• EXERCISE BRIEF: Look through the entries below for the string "bottom", and copy each line where it is found.

........

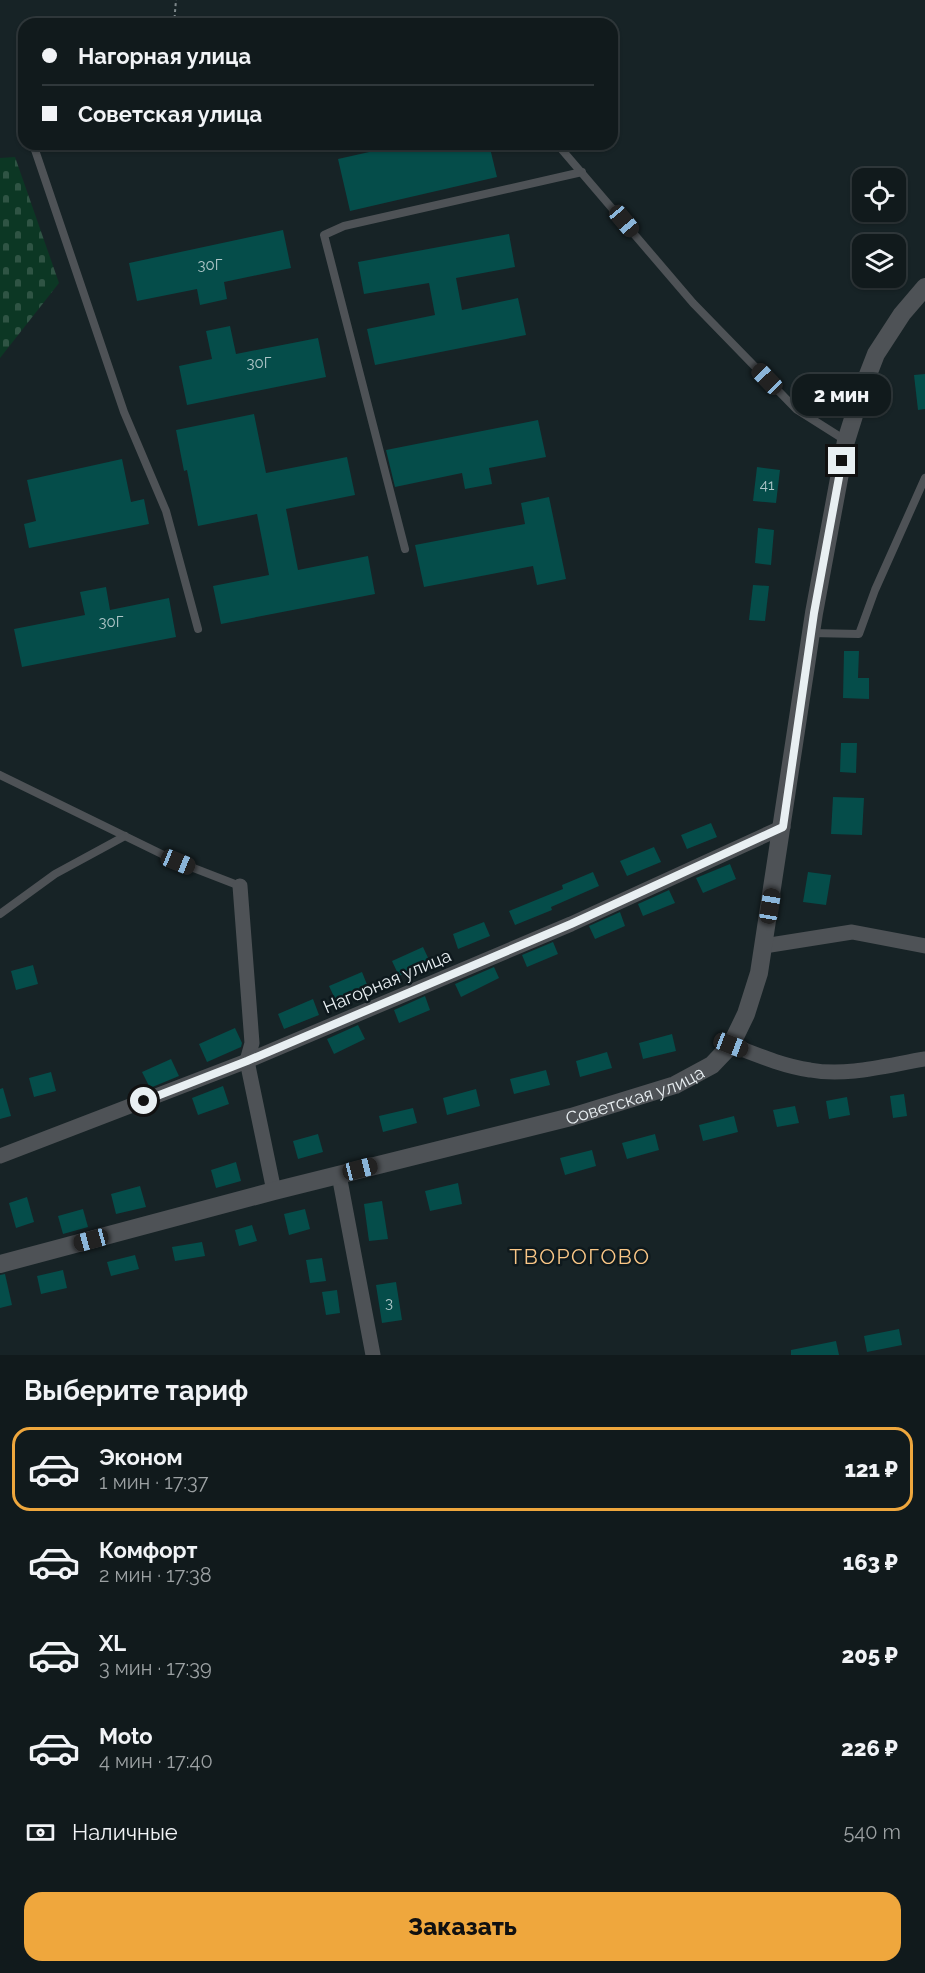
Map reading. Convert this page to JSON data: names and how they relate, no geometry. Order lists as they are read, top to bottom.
{
  "streets": {
    "street": ["Нагорная улица", "Советская улица"]
  },
  "crossings": [
    ["Нагорная улица", "Советская улица"]
  ],
  "districts": ["ТВОРОГОВО"],
  "house_numbers": [
    "30Г",
    "30Г",
    "41",
    "30Г",
    "3"
  ],
  "page": {
    "banner": ["Нагорная улица", "Советская улица"],
    "bubble": "2 мин",
    "heading": "Выберите тариф",
    "list": [
      {
        "name": "Эконом",
        "note": "1 мин · 17:37",
        "value": "121 ₽"
      },
      {
        "name": "Комфорт",
        "note": "2 мин · 17:38",
        "value": "163 ₽"
      },
      {
        "name": "XL",
        "note": "3 мин · 17:39",
        "value": "205 ₽"
      },
      {
        "name": "Moto",
        "note": "4 мин · 17:40",
        "value": "226 ₽"
      }
    ],
    "pay": ["Наличные", "540 m"],
    "buttons": "Заказать"
  }
}
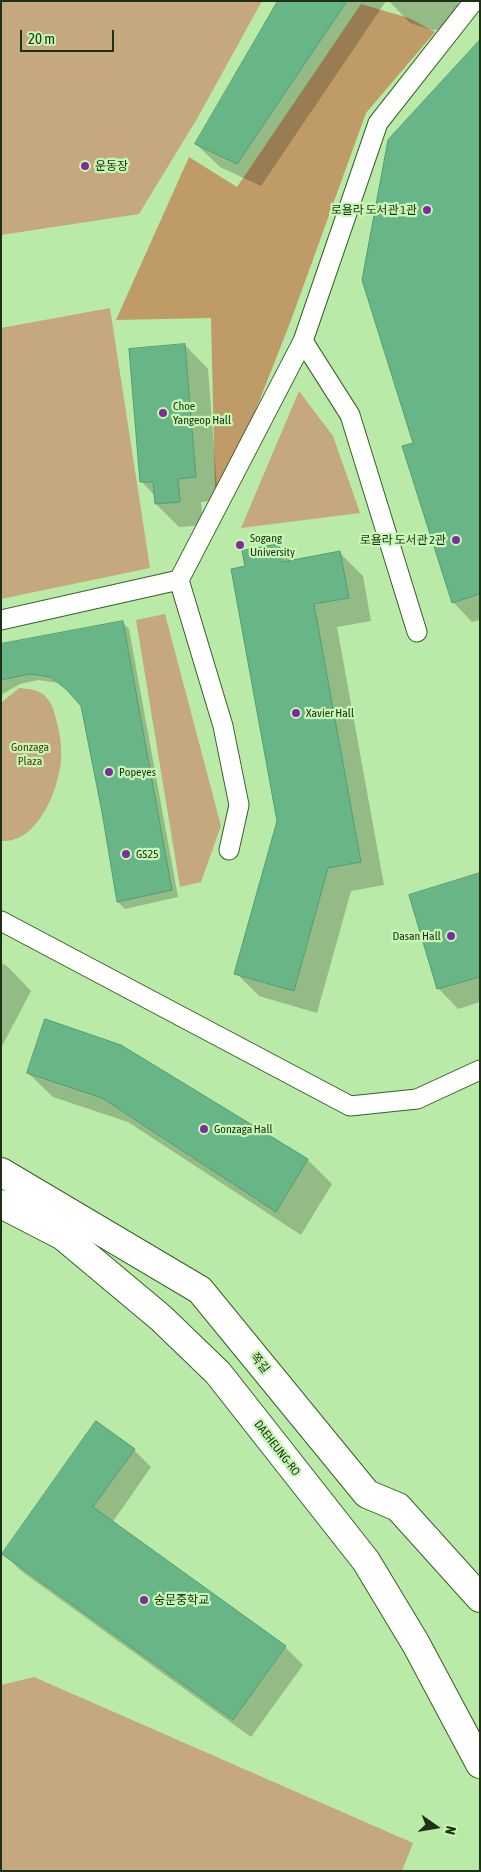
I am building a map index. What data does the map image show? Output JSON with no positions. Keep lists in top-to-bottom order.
{
  "streets": {
    "main road": ["쪽길", "DAEHEUNG-RO"]
  },
  "parks": ["Gonzaga Plaza"],
  "places": [
    "운동장",
    "로욜라 도서관 1관",
    "Choe Yangeop Hall",
    "로욜라 도서관 2관",
    "Sogang University",
    "Xavier Hall",
    "Popeyes",
    "GS25",
    "Dasan Hall",
    "Gonzaga Hall",
    "숭문중학교"
  ],
  "scale_bar": "20 m",
  "north": "right"
}
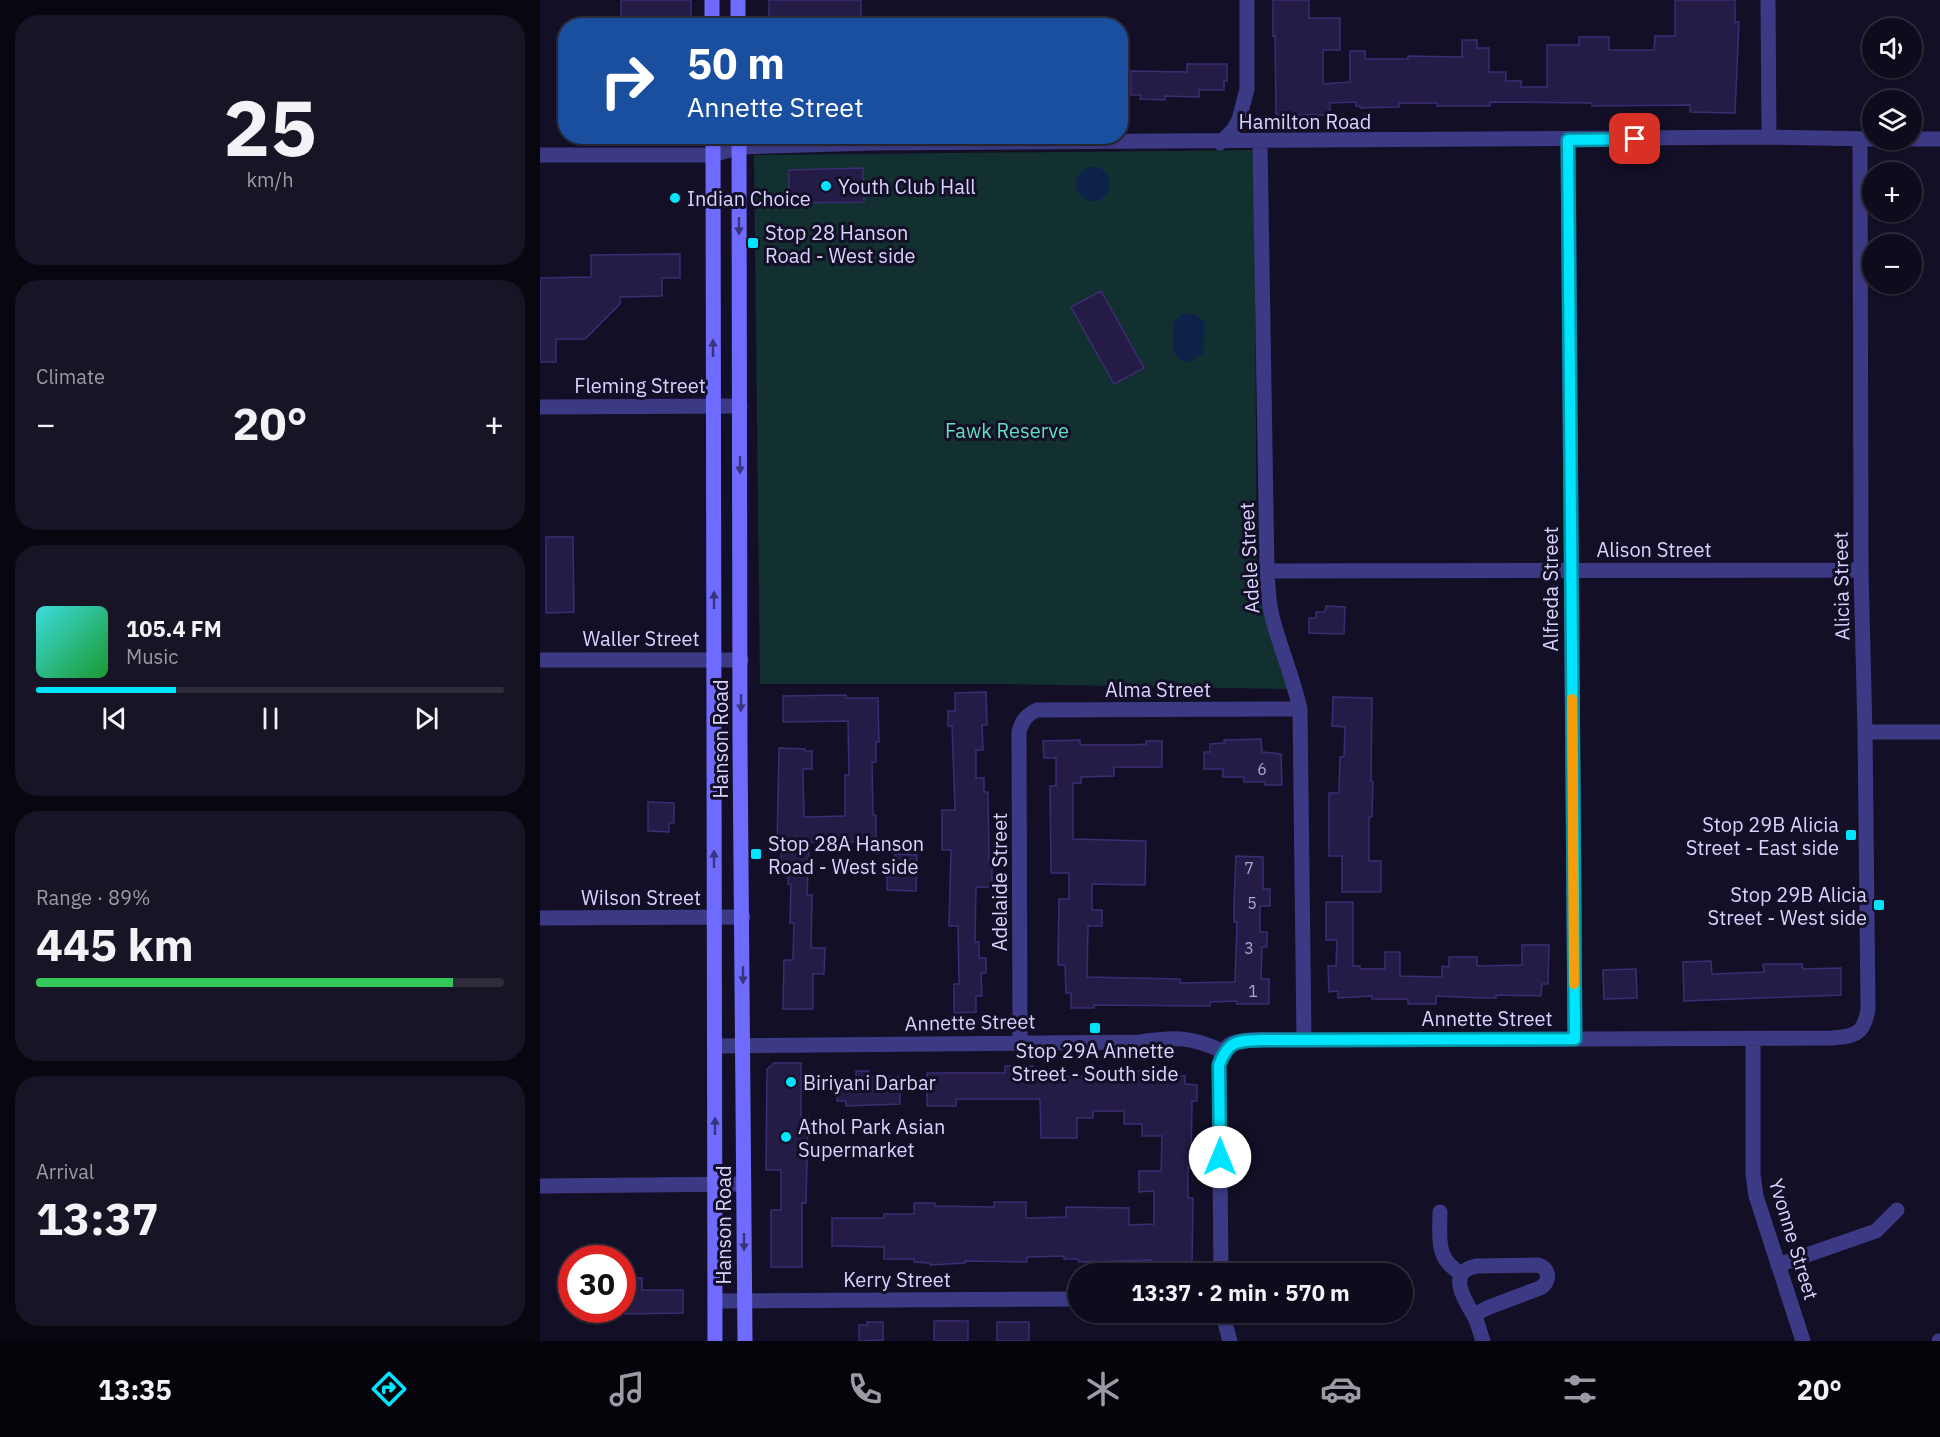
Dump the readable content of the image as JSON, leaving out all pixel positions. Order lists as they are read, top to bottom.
{
  "streets": {
    "main road": ["Hanson Road"],
    "street": [
      "Hamilton Road",
      "Fleming Street",
      "Alison Street",
      "Adele Street",
      "Alicia Street",
      "Alfreda Street",
      "Waller Street",
      "Alma Street",
      "Adelaide Street",
      "Wilson Street",
      "Annette Street",
      "Yvonne Street",
      "Kerry Street"
    ]
  },
  "crossings": [
    ["Hamilton Road", "Adele Street"],
    ["Hamilton Road", "Alfreda Street"],
    ["Hamilton Road", "Hanson Road"],
    ["Fleming Street", "Hanson Road"],
    ["Alison Street", "Adele Street"],
    ["Alison Street", "Alicia Street"],
    ["Alison Street", "Alfreda Street"],
    ["Adele Street", "Alma Street"],
    ["Adele Street", "Annette Street"],
    ["Alicia Street", "Annette Street"],
    ["Alfreda Street", "Annette Street"],
    ["Waller Street", "Hanson Road"],
    ["Alma Street", "Adelaide Street"],
    ["Hanson Road", "Wilson Street"],
    ["Hanson Road", "Annette Street"],
    ["Hanson Road", "Kerry Street"],
    ["Adelaide Street", "Annette Street"],
    ["Annette Street", "Yvonne Street"]
  ],
  "parks": ["Fawk Reserve"],
  "places": {
    "other": [
      "Youth Club Hall",
      "Indian Choice",
      "Biriyani Darbar",
      "Athol Park Asian Supermarket"
    ],
    "transit": [
      "Stop 28 Hanson Road - West side",
      "Stop 29B Alicia Street - East side",
      "Stop 28A Hanson Road - West side",
      "Stop 29B Alicia Street - West side",
      "Stop 29A Annette Street - South side"
    ]
  },
  "house_numbers": [
    "6",
    "7",
    "5",
    "3",
    "1"
  ],
  "page": {
    "tile": [
      ["25", "km/h"],
      "Climate",
      ["Range · 89%", "445 km"],
      ["Arrival", "13:37"]
    ],
    "map_buttons": ["+", "−"],
    "turn": ["50 m", "Annette Street"],
    "heat": ["−", "20°", "+"],
    "song": ["105.4 FM", "Music"],
    "limit": "30",
    "trip": "13:37 · 2 min · 570 m",
    "tabs": ["13:35", "20°"]
  }
}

........

• RESPONSE TO THE TASK:
Map reading. Convert this page to JSON data: names and how they relate, no geometry. Order lists as they are read, top to bottom.
I am building a map index. What data does the map image show? Output JSON with no positions. Keep lists in top-to-bottom order.
Dump the readable content of the image as JSON, leaving out all pixel positions. Order lists as they are read, top to bottom.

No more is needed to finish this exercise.